Article 20.C.1.b. places responsibility on COs for ensuring their unit’s compliance with
the Coast Guard’s Drug Abuse Program. “Commanding officers shall investigate all
circumstances in which the use or possession of drugs appears to be a factor, and take
appropriate administrative and disciplinary action.
FINDINGS AND CONCLUSIONS
1. The Board has jurisdiction of this case pursuant to section 1552 of title 10 United
The Board makes the following findings and conclusions on the basis of the applicant's
submissions and military record, the Coast Guard’s submission, and applicable law:
States Code.
2. Under 10 U.S.C. § 1552(b) and 33 C.F.R. § 52.22, an application to the Board must be
filed within three years after the applicant discovers, or reasonably should have discovered, the
alleged error or injustice. Although the applicant filed his application with the Board more than
three years after he knew or should have known of the alleged error on his DD 214, he filed it
within three years of the DRB decision. The DRB has a fifteen-year statute of limitations.
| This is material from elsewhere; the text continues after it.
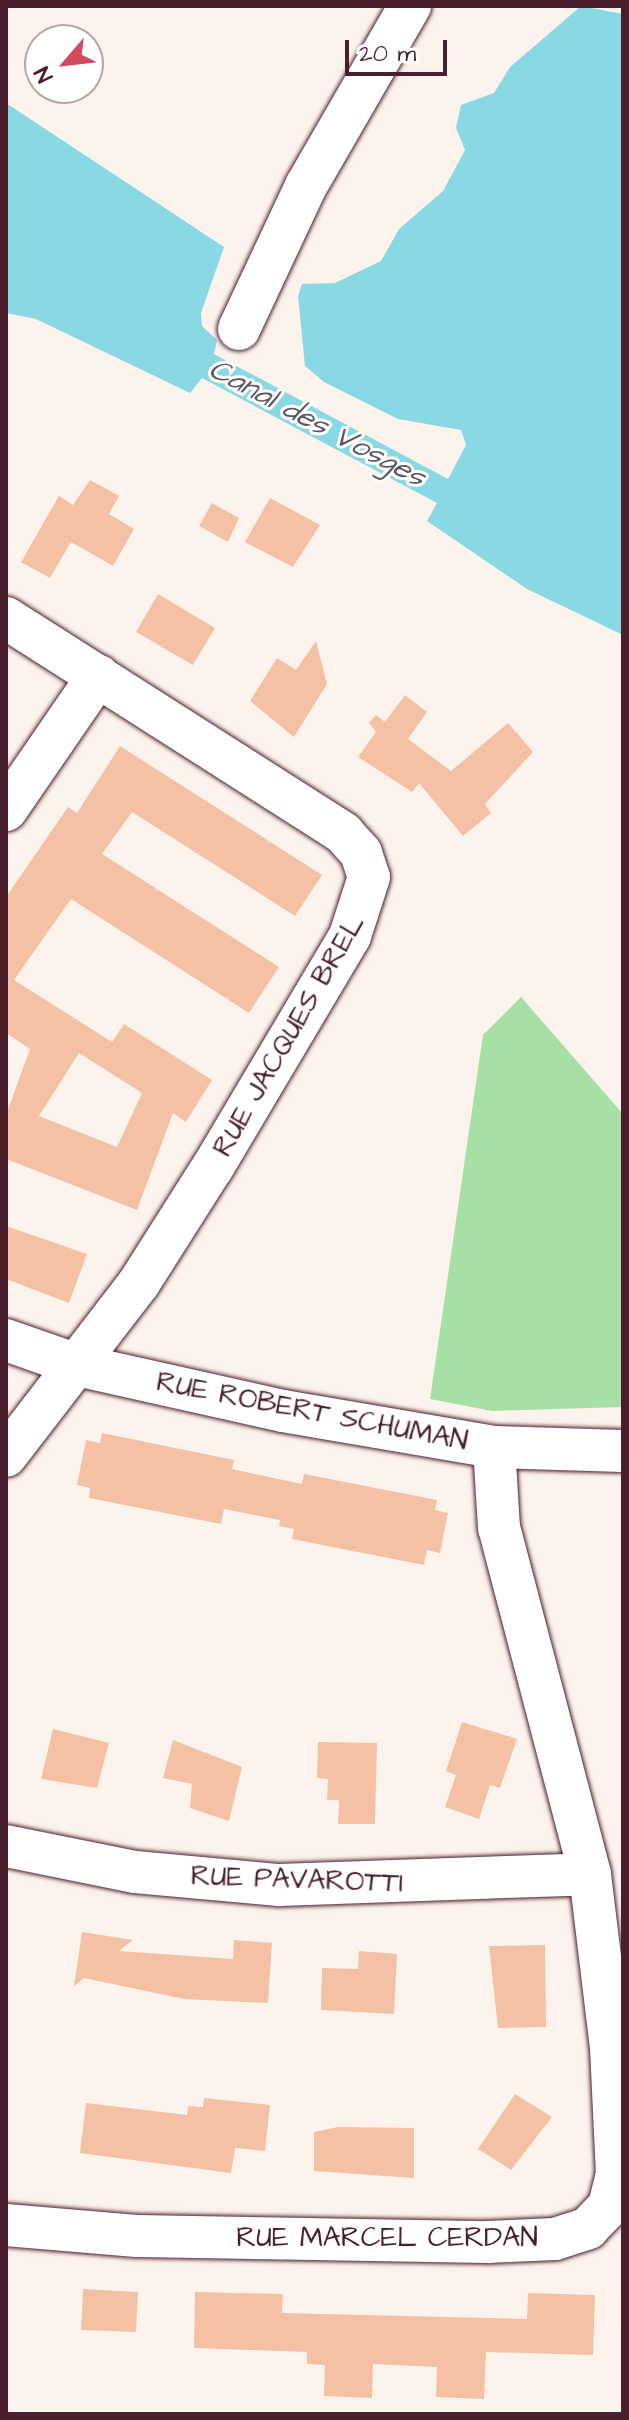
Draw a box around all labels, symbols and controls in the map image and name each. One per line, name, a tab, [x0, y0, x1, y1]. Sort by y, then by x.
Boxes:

Under Ortiz v. Secretary of Defense, 41 F.3d 738, 743 (D.C. Cir. 1994), the application is
considered timely because the Board’s statute of limitations is tolled during the DRB
proceedings.
3. The applicant’s admission that he had used marijuana while in the Coast Guard
constituted a drug incident for which he was punished at captain’s mast. Article 20.A.2.k. of the
Personnel Manual defines a drug incident as the intentional use of drugs, the wrongful
possession of drugs, or the trafficking in drugs. Article 20.A.2.k.1. of the Personnel Manual
gives the applicant’s CO the authority to determine if the applicant’s drug use was a drug
incident. Article 20.C.3.c. states that in determining whether a drug incident occurred, a
commanding officer should consider all the available evidence. Under Article 20.D.3.d. of the
Personnel Manual, a preponderance of the evidence is the evidentiary standard for finding that a
member is involved in a drug incident. The applicant’s admission that he had used marijuana,
particularly in the absence of other evidence to the contrary was sufficient for the CO to
conclude that he was involved in a drug incident.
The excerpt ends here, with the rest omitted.